Lo Scudo di Achille visto da Chat GPT 4o
L’ecfrasi: Achille, Efesto e l’Intelligenza Artificiale
di Achille De Tommaso
Lo Scudo di Achille è parte di uno dei fatti più celebri dell’Iliade di Omero: è parte della forgiatura di una nuova armatura fatta per Achille, su richiesta di sua madre, la ninfa Teti. Efesto, dio scalcagnato, figura marginalizzata per via della sua deformità fisica, è il divino fabbro che crea uno scudo di straordinaria bellezza, decorato con scene della vita umana e cosmica.

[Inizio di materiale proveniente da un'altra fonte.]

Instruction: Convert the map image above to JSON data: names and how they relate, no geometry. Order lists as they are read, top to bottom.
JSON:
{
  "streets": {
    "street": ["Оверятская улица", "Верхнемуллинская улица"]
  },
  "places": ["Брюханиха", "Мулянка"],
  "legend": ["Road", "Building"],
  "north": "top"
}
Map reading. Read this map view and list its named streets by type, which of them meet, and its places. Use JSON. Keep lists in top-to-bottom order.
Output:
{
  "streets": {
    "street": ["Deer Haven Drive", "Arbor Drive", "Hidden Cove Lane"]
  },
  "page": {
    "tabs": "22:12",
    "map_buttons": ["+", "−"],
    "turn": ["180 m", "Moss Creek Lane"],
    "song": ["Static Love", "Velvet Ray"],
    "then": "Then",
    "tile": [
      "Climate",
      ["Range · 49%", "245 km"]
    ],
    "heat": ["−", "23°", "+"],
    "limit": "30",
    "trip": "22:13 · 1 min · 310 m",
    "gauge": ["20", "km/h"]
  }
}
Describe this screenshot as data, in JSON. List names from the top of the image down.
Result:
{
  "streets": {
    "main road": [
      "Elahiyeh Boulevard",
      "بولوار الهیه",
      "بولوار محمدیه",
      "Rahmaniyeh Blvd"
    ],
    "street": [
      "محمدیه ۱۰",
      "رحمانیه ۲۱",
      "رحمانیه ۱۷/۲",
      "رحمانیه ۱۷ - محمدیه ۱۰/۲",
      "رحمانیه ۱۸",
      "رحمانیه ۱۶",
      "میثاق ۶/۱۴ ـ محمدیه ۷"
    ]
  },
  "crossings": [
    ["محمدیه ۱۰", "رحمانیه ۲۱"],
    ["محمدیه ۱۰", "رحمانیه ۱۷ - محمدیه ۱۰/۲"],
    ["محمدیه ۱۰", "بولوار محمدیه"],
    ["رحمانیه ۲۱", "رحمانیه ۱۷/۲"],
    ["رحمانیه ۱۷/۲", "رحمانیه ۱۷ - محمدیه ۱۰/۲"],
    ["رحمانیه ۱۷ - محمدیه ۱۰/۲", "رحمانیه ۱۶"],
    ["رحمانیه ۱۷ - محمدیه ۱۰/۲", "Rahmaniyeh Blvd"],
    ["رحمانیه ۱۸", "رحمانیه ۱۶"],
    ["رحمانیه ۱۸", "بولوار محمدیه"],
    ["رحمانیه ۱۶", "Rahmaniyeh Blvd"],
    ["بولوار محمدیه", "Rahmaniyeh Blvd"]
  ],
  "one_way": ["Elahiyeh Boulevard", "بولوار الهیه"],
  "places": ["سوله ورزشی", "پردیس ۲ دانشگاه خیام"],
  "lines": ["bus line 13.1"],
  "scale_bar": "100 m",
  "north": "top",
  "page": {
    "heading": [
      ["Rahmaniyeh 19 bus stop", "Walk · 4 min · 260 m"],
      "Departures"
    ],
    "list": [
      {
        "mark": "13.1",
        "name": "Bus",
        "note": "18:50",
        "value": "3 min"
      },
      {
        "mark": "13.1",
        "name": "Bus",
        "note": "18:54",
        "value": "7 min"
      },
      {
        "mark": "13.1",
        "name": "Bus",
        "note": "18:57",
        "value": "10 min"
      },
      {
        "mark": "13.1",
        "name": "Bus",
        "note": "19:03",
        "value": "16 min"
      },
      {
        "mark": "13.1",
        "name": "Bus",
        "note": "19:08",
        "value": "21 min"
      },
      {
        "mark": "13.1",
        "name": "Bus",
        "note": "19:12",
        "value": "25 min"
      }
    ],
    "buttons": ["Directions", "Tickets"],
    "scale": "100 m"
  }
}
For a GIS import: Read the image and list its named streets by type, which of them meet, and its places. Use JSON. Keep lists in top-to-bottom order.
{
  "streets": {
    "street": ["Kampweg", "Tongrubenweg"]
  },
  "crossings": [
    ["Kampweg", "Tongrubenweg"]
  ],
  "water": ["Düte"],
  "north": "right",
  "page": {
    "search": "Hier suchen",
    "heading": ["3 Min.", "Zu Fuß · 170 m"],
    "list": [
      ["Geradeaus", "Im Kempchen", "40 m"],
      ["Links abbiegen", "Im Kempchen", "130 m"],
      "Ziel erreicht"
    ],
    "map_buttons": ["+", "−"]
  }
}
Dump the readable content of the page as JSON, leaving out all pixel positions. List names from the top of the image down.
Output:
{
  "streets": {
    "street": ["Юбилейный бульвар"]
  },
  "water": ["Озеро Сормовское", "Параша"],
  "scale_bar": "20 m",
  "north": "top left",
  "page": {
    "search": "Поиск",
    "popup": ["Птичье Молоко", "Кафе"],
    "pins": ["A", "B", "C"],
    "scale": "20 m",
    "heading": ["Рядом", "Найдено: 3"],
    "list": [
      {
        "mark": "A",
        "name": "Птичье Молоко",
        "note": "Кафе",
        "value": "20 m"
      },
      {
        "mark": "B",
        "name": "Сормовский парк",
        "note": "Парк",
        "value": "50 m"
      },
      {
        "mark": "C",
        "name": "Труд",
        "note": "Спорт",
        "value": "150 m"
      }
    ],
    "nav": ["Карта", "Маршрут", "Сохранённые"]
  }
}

Che Omero descrive con grande dettaglio:
“E per primo forgiò lo scudo grande e possente, lo adornò con cerchi di bronzo lucente, e nel mezzo pose cinque cerchi intrecciati, su cui incise con l’arte divina molte immagini. Vi scolpì la terra e il cielo e il mare infinito, il sole che mai si spegne e la luna piena, e vi pose le costellazioni che ornano il cielo: le Pleiadi, le Iadi, la forza di Orione e l’Orsa, che alcuni chiamano il Carro, che ruota immobile scrutando Orione, l’unica che mai si immerge nel mare profondo.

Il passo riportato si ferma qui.